Solutions and sustainability – Nov 17

November 16, 2005

Click on the headline (link) for the full text.

Many more articles are available through the Energy Bulletin homepage



Alcoholics Unanimous Newsletter

David Blume, www.permaculture.com
Permaculture teacher and ethanol expert David Blume reports on the final stages of his upcoming book, as well as other developments in ethanol. David spoke at the first Peak Oil conference in Yellow Springs, Ohio, impressing even ethanol skeptics. Topics in the November newsletter include:
Status of the Book
Our Trip to Brazil
Our Plans to Distribute Fuel in Northern California
Car Conversions
Chainsaw Experiments
Gas Prices
Oil Companies Boycott Alcohol
(November 2005)
For audio of David’s talk, see energybulletin.net/3393.html . Slides of the talk are available at www.communitysolution.org/pconf1.html .

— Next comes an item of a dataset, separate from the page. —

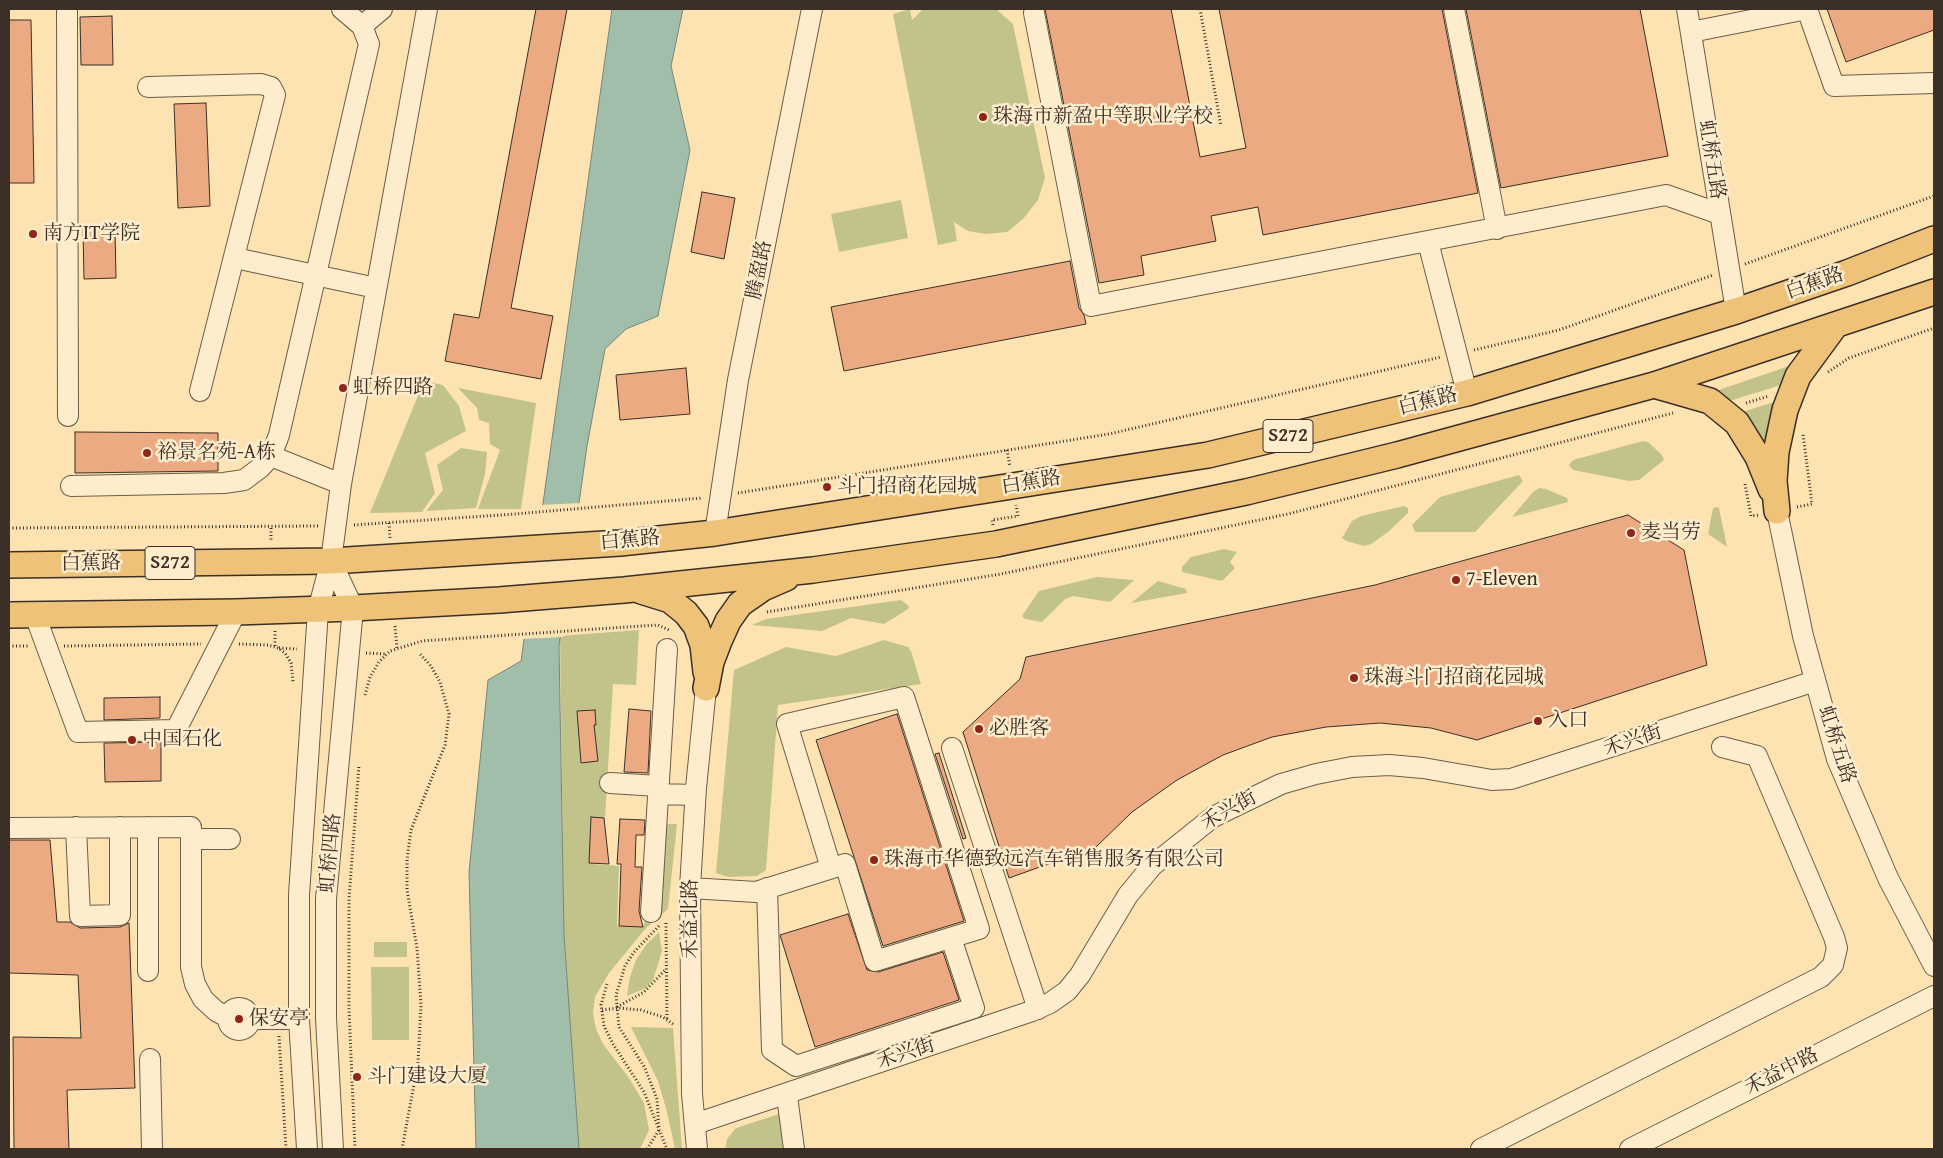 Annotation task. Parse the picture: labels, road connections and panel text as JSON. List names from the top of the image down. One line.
{"streets":{"main road":["白蕉路","S272"],"street":["虹桥五路","腾盈路","禾兴街","虹桥四路","禾益北路","禾益中路"]},"crossings":[["虹桥五路","白蕉路"],["虹桥五路","禾兴街"],["腾盈路","白蕉路"],["白蕉路","虹桥四路"],["S272","虹桥四路"],["禾兴街","禾益北路"]],"places":["珠海市新盈中等职业学校","南方IT学院","虹桥四路","裕景名苑-A栋","斗门招商花园城","麦当劳","7-Eleven","珠海斗门招商花园城","入口","必胜客","中国石化","珠海市华德致远汽车销售服务有限公司","保安亭","斗门建设大厦"]}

Willits localization and sustainability projects multiply
Gleaning, garden-making, and grassroots energy research

Claudia Reed, Willits News
From farm land to sewing classes, project ideas started, inspired, or co-facilitated by the year-old Willits Economic LocaLization (WELL) group are starting to manifest.

From farm land to sewing classes, project ideas started, inspired, or co-facilitated by the year-old Willits Economic LocaLization (WELL) group are starting to manifest. The idea is to produce locally the necessities that are consumed locally–and to have a good time in the process. …

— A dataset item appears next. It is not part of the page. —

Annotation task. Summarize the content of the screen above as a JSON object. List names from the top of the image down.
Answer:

Preparatory work brought in volunteers from the wider community, including an attorney who helped draw up the lease forms protecting both growers and gleaners. Another volunteer held a yard sale and donated the proceeds for the purchase of harvesting ladders, picking poles, harvesting sacks and other supplies. Richard Jeske gave several classes to team leaders on using the equipment without causing harm to either tree or gleaner. …

Working under the chairmanship of City Councilman Ron Orenstein, WELL volunteers make up the bulk of the ad hoc committee authorized by the City of Willits to explore sustainable alternate energy possibilities for city buildings and operations. Orenstein is preparing a report to the city council. …
(16 November 2005)


Recycling is good; using less is better

Kit Kirkpatrick, Eugene Register-Guard
…Although we can be proud of our efforts to capture material from the waste stream, even recycling requires an energy-intensive system that transforms waste into a usable product.

Large trucks that burn copious amounts of fuel move the recyclables to various facilities to be sorted and transformed. Glass, plastic and metals must be melted to render them useful, and paper must be soaked in a chemical bath to remove the inks and separate fibers.

Recycling should be considered the environmental choice of last resort.
(15 November 2005)


Here Today, Gone Tomorrow: The Auto Industry Ratchets Up Recycling

Jim Motavalli, E Magazine
ARGONNE, ILLINOIS—The spinning drum didn’t look like much, but by sorting one form of scrap from another it was pointing the way to an important new frontier for recycling. Here on the grounds of the Argonne National Laboratories near Chicago, a pilot recycling plant is trying to convince cars to go the extra mile in donating their rusting carcasses to new products. The goal? The fully recycled automobile.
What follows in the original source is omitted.